**What the task asks:**
Check every line of the data below for the word "image". Copy the ones that have it.

**The records:**
»»

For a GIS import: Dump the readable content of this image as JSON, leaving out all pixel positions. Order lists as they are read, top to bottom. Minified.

««
»»

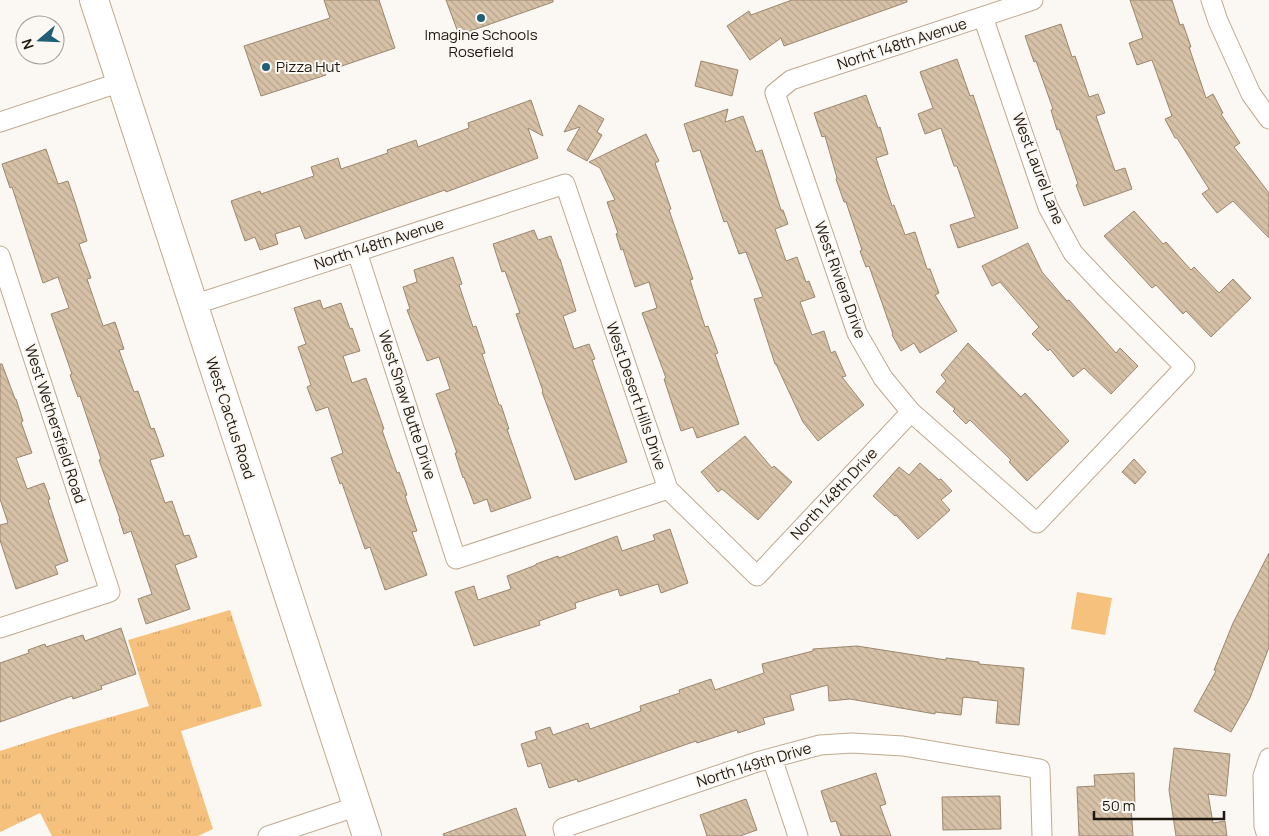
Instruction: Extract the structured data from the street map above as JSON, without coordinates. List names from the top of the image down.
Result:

««

**Response for this exercise:**
For a GIS import: Dump the readable content of this image as JSON, leaving out all pixel positions. Order lists as they are read, top to bottom. Minified.
Instruction: Extract the structured data from the street map above as JSON, without coordinates. List names from the top of the image down.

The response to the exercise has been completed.